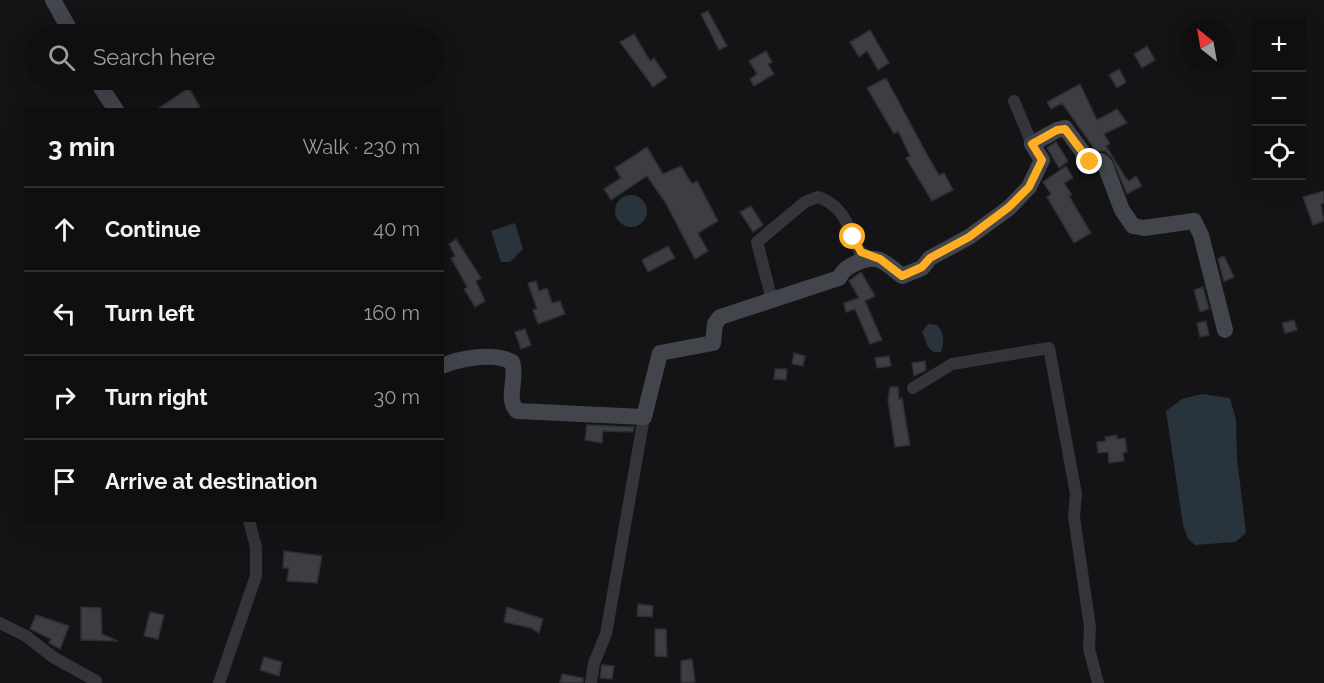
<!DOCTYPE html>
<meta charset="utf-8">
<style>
:root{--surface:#0f0f10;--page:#181819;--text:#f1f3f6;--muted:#9b9c9f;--line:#2f2f30}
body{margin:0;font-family:Raleway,sans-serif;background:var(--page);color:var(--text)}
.controls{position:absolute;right:18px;top:18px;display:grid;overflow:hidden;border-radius:0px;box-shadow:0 6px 24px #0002}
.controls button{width:54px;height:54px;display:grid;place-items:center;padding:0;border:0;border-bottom:2px solid var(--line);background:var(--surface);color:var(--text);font:30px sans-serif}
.compass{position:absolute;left:1180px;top:18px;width:54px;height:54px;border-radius:50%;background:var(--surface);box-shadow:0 6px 24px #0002;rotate:329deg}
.stop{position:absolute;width:18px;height:18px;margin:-14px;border:4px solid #ffad22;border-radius:50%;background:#fff}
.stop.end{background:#ffad22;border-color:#fff;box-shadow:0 2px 6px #0008}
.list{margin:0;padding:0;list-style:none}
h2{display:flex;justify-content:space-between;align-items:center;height:78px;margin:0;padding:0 24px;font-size:26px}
h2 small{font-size:20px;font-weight:400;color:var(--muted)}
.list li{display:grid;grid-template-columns:39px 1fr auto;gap:18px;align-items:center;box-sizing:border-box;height:84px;padding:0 24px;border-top:2px solid var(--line)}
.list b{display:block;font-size:22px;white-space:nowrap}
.list em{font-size:20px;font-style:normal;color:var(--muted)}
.icon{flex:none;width:33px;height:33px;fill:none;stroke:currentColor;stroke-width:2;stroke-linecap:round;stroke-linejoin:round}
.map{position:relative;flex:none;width:1324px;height:683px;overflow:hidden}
.search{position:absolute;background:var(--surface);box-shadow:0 6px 24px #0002;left:24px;top:24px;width:420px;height:66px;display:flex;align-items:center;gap:15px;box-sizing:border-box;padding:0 21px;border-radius:33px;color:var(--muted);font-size:22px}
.panel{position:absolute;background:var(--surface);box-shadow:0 6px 24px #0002;left:24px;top:108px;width:420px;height:414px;border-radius:0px}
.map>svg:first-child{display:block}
.water{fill:#29333b}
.building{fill:#3d3e43;stroke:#2d2d32;stroke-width:1.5}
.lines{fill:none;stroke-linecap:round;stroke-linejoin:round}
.minor{stroke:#34353b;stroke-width:12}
.secondary{stroke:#42454b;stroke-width:16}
.route{stroke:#ffad22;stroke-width:8}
</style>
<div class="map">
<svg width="1324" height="683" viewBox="0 0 1324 683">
<rect width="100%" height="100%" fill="#141416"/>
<path class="water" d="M615 211a16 16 0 1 1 32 0a16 16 0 1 1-32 0Z
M515,223L523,249L510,262H501L491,231Z
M928,324L937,325C945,334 944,342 941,352H933L928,347L922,332Z
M1202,394L1230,398L1236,420L1237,458L1246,533L1235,542L1195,545L1188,539L1183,525L1166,411L1182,399Z"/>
<path class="building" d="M708,11L727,46L719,50L701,14Z
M870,30L889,63L878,70L867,51L859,57L850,42Z
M634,34L650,61L654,58L667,77L653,87L620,42Z
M1147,46L1155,60L1142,68L1134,54Z
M766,51L772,62L768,64L774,74L754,86L750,79L757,74L749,61Z
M1119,69L1126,82L1117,88L1109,75Z
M886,78L930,160L939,175L944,173L953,190L932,201L906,158L910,156L898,131L894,134L867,88Z
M1080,84L1097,120L1117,109L1127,123L1104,134L1110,144L1106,146L1125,177L1129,181L1136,176L1142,186L1127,194L1112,158L1105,151H1096L1062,103L1051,109L1047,102Z
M189,88L200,107L194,110H156Z
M1056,142L1068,161L1059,168L1047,148Z
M647,147L663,174L681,166L692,184L697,181L718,221L698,233L708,251L695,259L665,202L647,176L611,200L604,189L621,178L615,168Z
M1066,166L1073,178L1064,183L1072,195L1069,196L1091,233L1074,243L1047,197L1051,194L1043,182Z
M1324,191V203L1321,204L1324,221L1313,225L1303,197Z
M751,206L763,225L753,232L740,212Z
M456,239L481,278L476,281L485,301L475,307L464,289L467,287L451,258L455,256L449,244Z
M668,246L675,258L648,272L642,260Z
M1224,256L1234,277L1224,282L1218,259Z
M861,272L875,296L865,301L882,340L870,344L855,309L846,312L844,303L859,298L849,281Z
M536,281L539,291L547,288L552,303L560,301L565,314L538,324L533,310L537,309L528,283Z
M1203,287L1209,309L1200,312L1194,290Z
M1294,320L1297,330L1285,333L1282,323Z
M1206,321L1209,335L1200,337L1197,323Z
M525,329L531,345L521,349L515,332Z
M794,353L805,356L803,366L792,364Z
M889,356L891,366L877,368L875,358Z
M925,361L926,370L914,376L912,363Z
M775,369H787L786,380L774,379Z
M890,387H898L899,399L902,398L910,445L895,447L888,400Z
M587,425L634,427L633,432L603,431L602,443L585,440Z
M1117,435V439L1125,438L1127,452L1123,453L1124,461L1109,463L1108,452L1098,453L1097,442L1106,441L1105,437Z
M284,551L322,556L317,583L287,581L289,568H283Z
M638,604L653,606L652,617L637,616Z
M81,607L101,608L102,634L118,641L81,640Z
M507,607L543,619L539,633L531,628L504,622Z
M150,612L164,615L158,639L144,636Z
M36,615L69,626L60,649L49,643L51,639L30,629Z
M655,629H666L667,657L655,656Z
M264,657L282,662L279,676L260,670Z
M692,659L695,682L681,683V661Z
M602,665L614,666L612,679L600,678Z
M562,674L583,678V683H560Z"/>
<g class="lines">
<path class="minor" d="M1014,101L1032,144
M772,300L757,242L805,202L818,197C845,206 848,228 860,252L870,257
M913,388L952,364L1049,348L1076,494L1074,517L1090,627L1089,649L1098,683
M0,623L26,636L53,657L96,681L95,683
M219,683L256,576V547L249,520
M591,683L594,663L606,634L644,417"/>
<path class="secondary" d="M53,0L72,34
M96,80L116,110
M442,366C460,358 494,352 512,362C518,378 505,398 517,411L644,417L660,353L713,343L715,324L720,317L839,278C844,269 847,268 856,263C879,253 884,262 902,276L922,268L930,258L969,237L1009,208L1029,187L1042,160L1032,144L1057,130L1065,128L1090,162L1101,161L1105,165L1122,210L1133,226L1144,228L1194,221L1201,235L1225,330"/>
</g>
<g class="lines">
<path class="route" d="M853,237L861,252L880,259L902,276L922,267L930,258L969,237L1009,207L1029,187L1042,160L1032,144L1057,130L1065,129L1090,162"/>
</g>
</svg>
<div class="controls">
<button>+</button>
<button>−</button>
<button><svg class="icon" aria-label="locate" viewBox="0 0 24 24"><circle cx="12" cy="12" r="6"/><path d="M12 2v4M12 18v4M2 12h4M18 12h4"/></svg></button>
</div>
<svg class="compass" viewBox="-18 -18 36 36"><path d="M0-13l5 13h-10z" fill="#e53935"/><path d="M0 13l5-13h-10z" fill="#9b9c9f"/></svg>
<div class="stop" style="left:853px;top:237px"></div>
<div class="stop end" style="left:1090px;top:162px"></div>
<div class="search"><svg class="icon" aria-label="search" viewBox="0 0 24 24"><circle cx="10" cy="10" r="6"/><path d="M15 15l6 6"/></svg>Search here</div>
<section class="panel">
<h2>3 min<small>Walk · 230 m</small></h2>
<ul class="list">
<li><svg class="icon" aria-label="ahead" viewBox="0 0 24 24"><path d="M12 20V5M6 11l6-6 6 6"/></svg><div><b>Continue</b></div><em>40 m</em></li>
<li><svg class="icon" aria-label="left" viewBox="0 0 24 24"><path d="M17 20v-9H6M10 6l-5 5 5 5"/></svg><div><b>Turn left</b></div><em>160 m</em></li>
<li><svg class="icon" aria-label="right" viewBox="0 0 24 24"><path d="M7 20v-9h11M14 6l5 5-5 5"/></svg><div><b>Turn right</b></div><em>30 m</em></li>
<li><svg class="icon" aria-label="arrive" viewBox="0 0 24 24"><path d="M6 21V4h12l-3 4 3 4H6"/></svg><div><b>Arrive at destination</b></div></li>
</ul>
</section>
</div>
┄┄┄┄┄┄┄┄┄┄
Display every line of the listing that contains the string "sans".

body{margin:0;font-family:Raleway,sans-serif;background:var(--page);color:var(--text)}
.controls button{width:54px;height:54px;display:grid;place-items:center;padding:0;border:0;border-bottom:2px solid var(--line);background:var(--surface);color:var(--text);font:30px sans-serif}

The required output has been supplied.